[EXERCISE DETAILS] Keeping every word and mark, copy all of the data.

SOURCE INFORMATION below:

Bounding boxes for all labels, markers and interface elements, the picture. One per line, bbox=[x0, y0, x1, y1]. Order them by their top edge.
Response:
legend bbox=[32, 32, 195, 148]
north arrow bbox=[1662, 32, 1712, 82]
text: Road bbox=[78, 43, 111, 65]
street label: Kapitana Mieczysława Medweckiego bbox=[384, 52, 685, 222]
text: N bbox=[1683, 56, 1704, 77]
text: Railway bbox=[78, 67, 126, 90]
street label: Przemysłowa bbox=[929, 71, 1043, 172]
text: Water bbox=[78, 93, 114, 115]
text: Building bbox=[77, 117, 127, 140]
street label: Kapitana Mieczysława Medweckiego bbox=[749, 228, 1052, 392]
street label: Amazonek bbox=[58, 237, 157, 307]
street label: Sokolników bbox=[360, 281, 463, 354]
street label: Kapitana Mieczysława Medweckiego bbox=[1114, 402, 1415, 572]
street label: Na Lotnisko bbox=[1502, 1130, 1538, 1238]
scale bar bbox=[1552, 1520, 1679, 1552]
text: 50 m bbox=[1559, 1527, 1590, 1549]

End of SOURCE INFORMATION.

[RESULT]
Bounding boxes for all labels, markers and interface elements, the picture. One per line, bbox=[x0, y0, x1, y1]. Order them by their top edge.
Response:
legend bbox=[32, 32, 195, 148]
north arrow bbox=[1662, 32, 1712, 82]
text: Road bbox=[78, 43, 111, 65]
street label: Kapitana Mieczysława Medweckiego bbox=[384, 52, 685, 222]
text: N bbox=[1683, 56, 1704, 77]
text: Railway bbox=[78, 67, 126, 90]
street label: Przemysłowa bbox=[929, 71, 1043, 172]
text: Water bbox=[78, 93, 114, 115]
text: Building bbox=[77, 117, 127, 140]
street label: Kapitana Mieczysława Medweckiego bbox=[749, 228, 1052, 392]
street label: Amazonek bbox=[58, 237, 157, 307]
street label: Sokolników bbox=[360, 281, 463, 354]
street label: Kapitana Mieczysława Medweckiego bbox=[1114, 402, 1415, 572]
street label: Na Lotnisko bbox=[1502, 1130, 1538, 1238]
scale bar bbox=[1552, 1520, 1679, 1552]
text: 50 m bbox=[1559, 1527, 1590, 1549]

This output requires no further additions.